In the beginning of Surprised By Joy, Lewis spoke of three experiences he had where he felt unsatisfied desire. He believed this desire he sought to be Joy, and furthered this description by stating that if this type of Joy was experienced, it will be wanted again. According to Lewis, it is the type of Joy in which a man would trade all the pleasures of the world for.

(1) As he stood next to a flowering currant bush one summer day, he recalled a memory of a morning at his Old House when his brother brought out a toy garden into the nursery (his brother made a tin garden with moss, twigs, and flowers; Lewis saw the beauty he failed to see in a real garden in that tin garden). At that moment, alongside the bush, an enormous bliss overcame him and he felt a sensation: an extreme desire. But, before he could figure out what the desire was, it was gone.

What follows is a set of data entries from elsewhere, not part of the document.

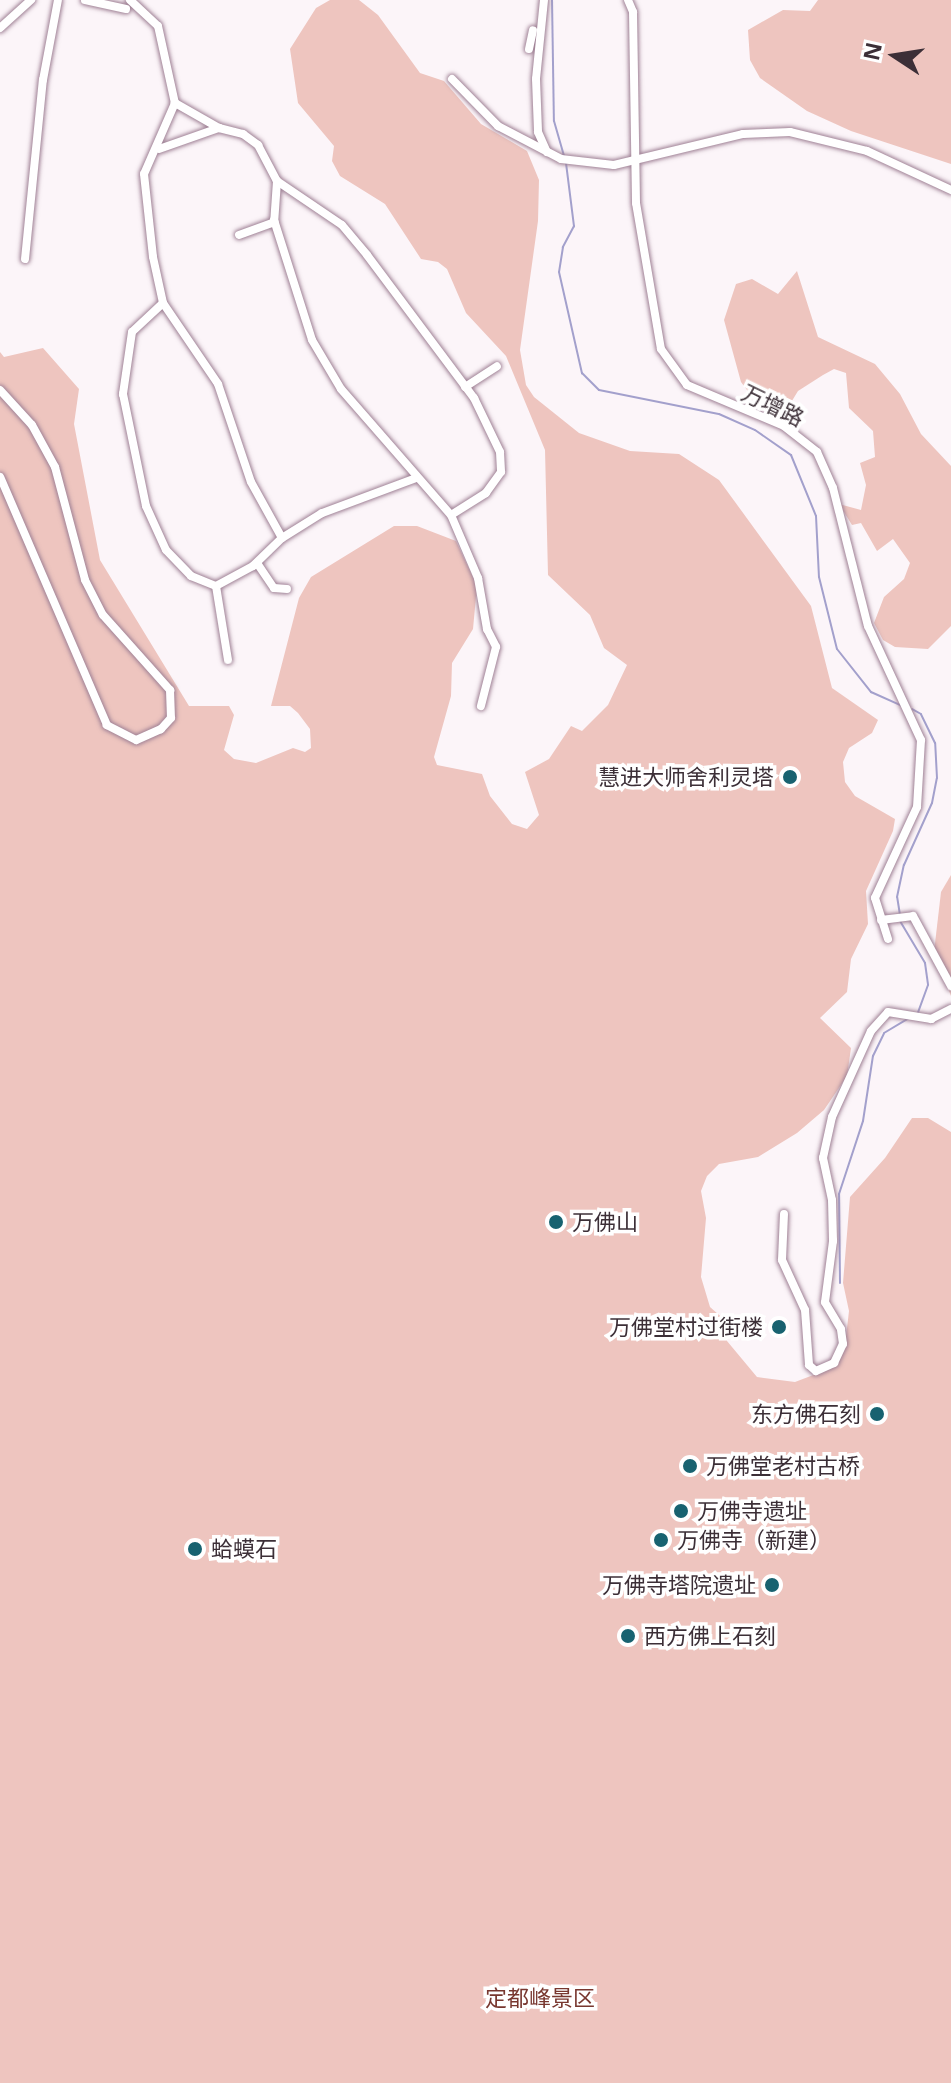 <!DOCTYPE html>
<meta charset="utf-8">
<style>
body{margin:0}
#map{position:relative;width:951px;height:2083px;overflow:hidden;background:#fcf5f9;font-family:"Noto Sans","Noto Sans SC",sans-serif}
div>[style]{position:absolute}
.green>*{inset:0;background:#eec5bf}
.stream>*{height:2px;margin:-1px;padding:0 1px;transform-origin:1px;border-radius:1px;background:#a3a0cc}
.roads{filter:drop-shadow(0 0 2px #9f8195) drop-shadow(0 0 2px #9f8195)}
.minor>*{height:8px;margin:-4px;padding:0 4px;transform-origin:4px;border-radius:4px;background:#fff}
.dots>*{width:22px;height:22px;translate:-50% -50%;box-sizing:border-box;border:4px solid #fff;border-radius:50%}
span{translate:-50% -50%;white-space:nowrap;text-align:center;line-height:1.15;-webkit-text-stroke:7px #fff;paint-order:stroke}
.street-label{font-size:22px;color:#3c2f37}
.poi-label{font-size:22px;color:#3c2f37}
.right{translate:-100% -50%;text-align:right}
.left{translate:0 -50%;text-align:left}
.park-label{font-size:22px;color:#78372f}
.north{position:absolute;left:855px;top:16px;width:80px;height:80px;-webkit-text-stroke:6px #fff;paint-order:stroke;rotate:282deg;font-size:22px;font-weight:700;line-height:32px;text-align:center;color:#3c2f37}
.north::after{content:'';display:block;margin:auto;width:28px;height:36px;background:#3c2f37;clip-path:polygon(50% 0,100% 100%,50% 72%,0 100%)}
</style>
<div id="map">
<div class="green">
<div style="clip-path:polygon(330px 0,359px 0,378px 15px,420px 73px,444px 81px,481px 124px,527px 151px,539px 180px,538px 221px,520px 350px,526px 385px,534px 397px,579px 433px,630px 451px,679px 454px,719px 480px,811px 606px,832px 688px,878px 720px,872px 733px,849px 748px,843px 762px,845px 782px,855px 796px,895px 819px,893px 831px,866px 891px,868px 924px,851px 959px,847px 992px,820px 1018px,851px 1048px,847px 1076px,824px 1110px,797px 1133px,758px 1157px,719px 1164px,707px 1176px,701px 1191px,706px 1218px,701px 1277px,710px 1307px,727px 1322px,727px 1341px,757px 1377px,795px 1382px,816px 1374px,836px 1362px,845px 1345px,849px 1311px,843px 1283px,850px 1197px,885px 1158px,912px 1118px,928px 1118px,951px 1132px,951px 2083px,0 2083px,0 352px,4px 357px,43px 348px,79px 389px,74px 424px,100px 560px,189px 706px,229px 706px,234px 715px,224px 750px,234px 759px,256px 763px,293px 748px,305px 752px,311px 748px,310px 729px,298px 713px,290px 706px,271px 706px,299px 598px,311px 577px,394px 526px,417px 526px,456px 541px,477px 586px,473px 629px,452px 663px,451px 696px,434px 757px,437px 765px,482px 774px,490px 796px,512px 824px,527px 829px,539px 815px,525px 772px,549px 759px,571px 726px,582px 731px,608px 705px,627px 665px,604px 648px,590px 615px,548px 575px,545px 450px,506px 356px,466px 313px,447px 269px,438px 262px,421px 259px,385px 204px,340px 176px,332px 161px,334px 146px,298px 103px,290px 49px,316px 8px)"></div>
<div style="clip-path:polygon(818px 0,951px 0,951px 164px,851px 131px,807px 111px,760px 78px,750px 60px,748px 30px,783px 10px,810px 11px)"></div>
<div style="clip-path:polygon(797px 271px,818px 337px,875px 364px,900px 394px,921px 434px,951px 466px,951px 626px,928px 649px,895px 647px,883px 640px,874px 623px,884px 597px,904px 579px,910px 563px,893px 539px,877px 551px,861px 523px,852px 525px,839px 504px,861px 510px,866px 485px,860px 463px,875px 457px,873px 431px,849px 408px,846px 373px,834px 369px,823px 375px,798px 391px,787px 409px,750px 394px,741px 382px,724px 320px,736px 284px,752px 279px,778px 294px)"></div>
<div style="clip-path:polygon(951px 875px,951px 996px,934px 952px,941px 892px)"></div>
</div>
<div class="stream">
<div style="left:552px;top:0;width:121px;rotate:89.1deg"></div>
<div style="left:554px;top:121px;width:37px;rotate:74deg"></div>
<div style="left:566px;top:163px;width:64px;rotate:82.8deg"></div>
<div style="left:574px;top:226px;width:24px;rotate:118deg"></div>
<div style="left:563px;top:247px;width:25px;rotate:99deg"></div>
<div style="left:559px;top:272px;width:104px;rotate:77.2deg"></div>
<div style="left:582px;top:373px;width:24px;rotate:45deg"></div>
<div style="left:599px;top:390px;width:122px;rotate:11.3deg"></div>
<div style="left:719px;top:414px;width:39px;rotate:24deg"></div>
<div style="left:755px;top:430px;width:44px;rotate:34.8deg"></div>
<div style="left:791px;top:455px;width:66px;rotate:67.7deg"></div>
<div style="left:816px;top:516px;width:61px;rotate:87.2deg"></div>
<div style="left:819px;top:577px;width:74px;rotate:76deg"></div>
<div style="left:837px;top:649px;width:55px;rotate:51.7deg"></div>
<div style="left:871px;top:692px;width:34px;rotate:24deg"></div>
<div style="left:900px;top:915px;width:18px;rotate:-99deg"></div>
<div style="left:897px;top:897px;width:33px;rotate:-78deg"></div>
<div style="left:904px;top:865px;width:68px;rotate:-65.7deg"></div>
<div style="left:932px;top:803px;width:25px;rotate:-79deg"></div>
<div style="left:937px;top:778px;width:35px;rotate:-93deg"></div>
<div style="left:935px;top:743px;width:32px;rotate:-116deg"></div>
<div style="left:921px;top:714px;width:10px;rotate:-151deg"></div>
<div style="left:900px;top:921px;width:49px;rotate:59.2deg"></div>
<div style="left:925px;top:963px;width:22px;rotate:82deg"></div>
<div style="left:928px;top:985px;width:30px;rotate:110deg"></div>
<div style="left:840px;top:1283px;width:89px;rotate:-90.6deg"></div>
<div style="left:839px;top:1194px;width:77px;rotate:-71.8deg"></div>
<div style="left:863px;top:1121px;width:66px;rotate:-81.3deg"></div>
<div style="left:873px;top:1056px;width:25px;rotate:-64deg"></div>
<div style="left:884px;top:1033px;width:29px;rotate:-31deg"></div>
</div>
<div class="roads">
<div class="minor">
<div style="left:85px;top:0;width:42px;rotate:12.4deg"></div>
<div style="left:130px;top:0;width:38px;rotate:43deg"></div>
<div style="left:158px;top:26px;width:79px;rotate:77.6deg"></div>
<div style="left:544px;top:0;width:79px;rotate:95.8deg"></div>
<div style="left:536px;top:79px;width:53px;rotate:87.8deg"></div>
<div style="left:538px;top:132px;width:22px;rotate:66deg"></div>
<div style="left:628px;top:0;width:13px;rotate:67deg"></div>
<div style="left:633px;top:12px;width:191px;rotate:89.1deg"></div>
<div style="left:636px;top:203px;width:148px;rotate:80.3deg"></div>
<div style="left:661px;top:349px;width:44px;rotate:54.2deg"></div>
<div style="left:687px;top:385px;width:105px;rotate:22.9deg"></div>
<div style="left:784px;top:426px;width:42px;rotate:38.2deg"></div>
<div style="left:817px;top:452px;width:39px;rotate:66deg"></div>
<div style="left:833px;top:488px;width:142px;rotate:75.8deg"></div>
<div style="left:868px;top:626px;width:126px;rotate:65.1deg"></div>
<div style="left:921px;top:740px;width:67px;rotate:93.4deg"></div>
<div style="left:917px;top:807px;width:100px;rotate:114.8deg"></div>
<div style="left:875px;top:898px;width:43px;rotate:72.4deg"></div>
<div style="left:0;top:28px;width:42px;rotate:-42.1deg"></div>
<div style="left:529px;top:49px;width:19px;rotate:-78deg"></div>
<div style="left:452px;top:79px;width:66px;rotate:45.6deg"></div>
<div style="left:498px;top:126px;width:71px;rotate:27.6deg"></div>
<div style="left:561px;top:159px;width:53px;rotate:6.5deg"></div>
<div style="left:614px;top:165px;width:133px;rotate:-13.5deg"></div>
<div style="left:743px;top:134px;width:47px;rotate:-2.4deg"></div>
<div style="left:790px;top:132px;width:79px;rotate:13.9deg"></div>
<div style="left:867px;top:151px;width:93px;rotate:24.9deg"></div>
<div style="left:219px;top:128px;width:51px;rotate:-150.4deg"></div>
<div style="left:175px;top:103px;width:77px;rotate:113.6deg"></div>
<div style="left:144px;top:174px;width:83px;rotate:83.8deg"></div>
<div style="left:153px;top:257px;width:47px;rotate:77.7deg"></div>
<div style="left:163px;top:303px;width:98px;rotate:55.8deg"></div>
<div style="left:218px;top:384px;width:103px;rotate:71.4deg"></div>
<div style="left:251px;top:482px;width:64px;rotate:61deg"></div>
<div style="left:159px;top:149px;width:64px;rotate:-19.3deg"></div>
<div style="left:219px;top:128px;width:25px;rotate:14deg"></div>
<div style="left:243px;top:134px;width:19px;rotate:36deg"></div>
<div style="left:258px;top:145px;width:41px;rotate:62.2deg"></div>
<div style="left:277px;top:181px;width:78px;rotate:34.1deg"></div>
<div style="left:342px;top:225px;width:39px;rotate:50deg"></div>
<div style="left:367px;top:255px;width:179px;rotate:53.2deg"></div>
<div style="left:474px;top:398px;width:60px;rotate:64.3deg"></div>
<div style="left:500px;top:452px;width:20px;rotate:87deg"></div>
<div style="left:501px;top:472px;width:26px;rotate:126deg"></div>
<div style="left:486px;top:493px;width:41px;rotate:147.8deg"></div>
<div style="left:277px;top:181px;width:39px;rotate:94deg"></div>
<div style="left:274px;top:220px;width:126px;rotate:72.4deg"></div>
<div style="left:312px;top:340px;width:57px;rotate:59.4deg"></div>
<div style="left:341px;top:389px;width:167px;rotate:48.9deg"></div>
<div style="left:451px;top:515px;width:69px;rotate:66.8deg"></div>
<div style="left:478px;top:578px;width:52px;rotate:80deg"></div>
<div style="left:487px;top:629px;width:20px;rotate:63deg"></div>
<div style="left:496px;top:647px;width:61px;rotate:104.3deg"></div>
<div style="left:239px;top:235px;width:38px;rotate:-20deg"></div>
<div style="left:25px;top:259px;width:180px;rotate:-84.3deg"></div>
<div style="left:43px;top:80px;width:81px;rotate:-79.4deg"></div>
<div style="left:163px;top:303px;width:42px;rotate:136.9deg"></div>
<div style="left:132px;top:332px;width:63px;rotate:98.3deg"></div>
<div style="left:123px;top:394px;width:114px;rotate:78.4deg"></div>
<div style="left:146px;top:506px;width:48px;rotate:65.6deg"></div>
<div style="left:166px;top:550px;width:36px;rotate:46deg"></div>
<div style="left:191px;top:576px;width:27px;rotate:22deg"></div>
<div style="left:216px;top:586px;width:42px;rotate:-28.4deg"></div>
<div style="left:253px;top:566px;width:40px;rotate:-44deg"></div>
<div style="left:282px;top:538px;width:47px;rotate:-32deg"></div>
<div style="left:322px;top:513px;width:100px;rotate:-20.4deg"></div>
<div style="left:465px;top:387px;width:38px;rotate:-33deg"></div>
<div style="left:0;top:390px;width:47px;rotate:47.6deg"></div>
<div style="left:32px;top:425px;width:48px;rotate:61.3deg"></div>
<div style="left:55px;top:467px;width:117px;rotate:75.1deg"></div>
<div style="left:85px;top:580px;width:39px;rotate:63deg"></div>
<div style="left:103px;top:615px;width:101px;rotate:48.2deg"></div>
<div style="left:170px;top:690px;width:28px;rotate:88deg"></div>
<div style="left:171px;top:718px;width:15px;rotate:132deg"></div>
<div style="left:161px;top:729px;width:27px;rotate:156deg"></div>
<div style="left:136px;top:740px;width:33px;rotate:-153deg"></div>
<div style="left:107px;top:725px;width:270px;rotate:-113.3deg"></div>
<div style="left:257px;top:563px;width:30px;rotate:56deg"></div>
<div style="left:274px;top:588px;width:13px;rotate:4deg"></div>
<div style="left:216px;top:586px;width:75px;rotate:80.8deg"></div>
<div style="left:881px;top:920px;width:32px;rotate:-7deg"></div>
<div style="left:913px;top:916px;width:80px;rotate:61.5deg"></div>
<div style="left:784px;top:1214px;width:46px;rotate:92.5deg"></div>
<div style="left:782px;top:1260px;width:55px;rotate:65.3deg"></div>
<div style="left:805px;top:1310px;width:55px;rotate:85.8deg"></div>
<div style="left:809px;top:1365px;width:9px;rotate:41deg"></div>
<div style="left:816px;top:1371px;width:20px;rotate:-24deg"></div>
<div style="left:834px;top:1363px;width:21px;rotate:-65deg"></div>
<div style="left:843px;top:1344px;width:15px;rotate:-98deg"></div>
<div style="left:841px;top:1329px;width:31px;rotate:-121deg"></div>
<div style="left:825px;top:1302px;width:62px;rotate:-82.5deg"></div>
<div style="left:833px;top:1241px;width:41px;rotate:-91.4deg"></div>
<div style="left:832px;top:1200px;width:43px;rotate:-102.1deg"></div>
<div style="left:823px;top:1158px;width:42px;rotate:-77.6deg"></div>
<div style="left:832px;top:1117px;width:94px;rotate:-65.6deg"></div>
<div style="left:871px;top:1031px;width:25px;rotate:-48deg"></div>
<div style="left:888px;top:1012px;width:44px;rotate:9.2deg"></div>
<div style="left:931px;top:1019px;width:22px;rotate:-27deg"></div>
</div>
</div>
<div class="dots">
<div style="left:790px;top:777px;background:#186270"></div>
<div style="left:556px;top:1222px;background:#186270"></div>
<div style="left:779px;top:1327px;background:#186270"></div>
<div style="left:877px;top:1414px;background:#186270"></div>
<div style="left:690px;top:1466px;background:#186270"></div>
<div style="left:681px;top:1511px;background:#186270"></div>
<div style="left:661px;top:1540px;background:#186270"></div>
<div style="left:195px;top:1549px;background:#186270"></div>
<div style="left:772px;top:1585px;background:#186270"></div>
<div style="left:628px;top:1636px;background:#186270"></div>
</div>
<div class="street-label">
<span style="left:773px;top:405px;rotate:26deg">万增路</span>
</div>
<div class="poi-label">
<span class="right" style="left:774px;top:777px">慧进大师舍利灵塔</span>
<span class="left" style="left:572px;top:1222px">万佛山</span>
<span class="right" style="left:763px;top:1327px">万佛堂村过街楼</span>
<span class="right" style="left:861px;top:1414px">东方佛石刻</span>
<span class="left" style="left:706px;top:1466px">万佛堂老村古桥</span>
<span class="left" style="left:697px;top:1511px">万佛寺遗址</span>
<span class="left" style="left:677px;top:1540px">万佛寺（新建）</span>
<span class="left" style="left:211px;top:1549px">蛤蟆石</span>
<span class="right" style="left:756px;top:1585px">万佛寺塔院遗址</span>
<span class="left" style="left:644px;top:1636px">西方佛上石刻</span>
</div>
<div class="park-label">
<span style="left:540px;top:1998px">定都峰景区</span>
</div>
<div class="north">N</div>
</div>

(2) His second glimpse came through Squirrel Nutkin (a Beatrix Potter book). Lewis was troubled with the Idea of Autumn; he was enamored with the season. With this Idea of Autumn came another experience of intense desire: a reawakening of the desire. He described it as something different from ordinary life or pleasure; it was something “in another dimension” (17).

(3) Lewis’ third glimpse came through poetry. He had liked poetry for its story and vigorous rhythms, but one day he idly turned the page and read: “I heard a voice that cried, Balder the beautiful is dead, is dead-“ (17). He did not know anything about Balder, but remembers instantly being uplifted into huge regions of northern sky; “I desired with almost sickening intensity something never to be described (except that it is cold spacious, severe, pale and remote) and then, as in the other examples, found myself at the very same moment already falling out of that desire and wishing I were back in it” (17).

Lewis could not particularly remember whether these experiences occurred before or after his mother’s death, but he certainly remembered them with vividness at moments where he caught a glimpse of joy; moments that stirred a desire for joy within him.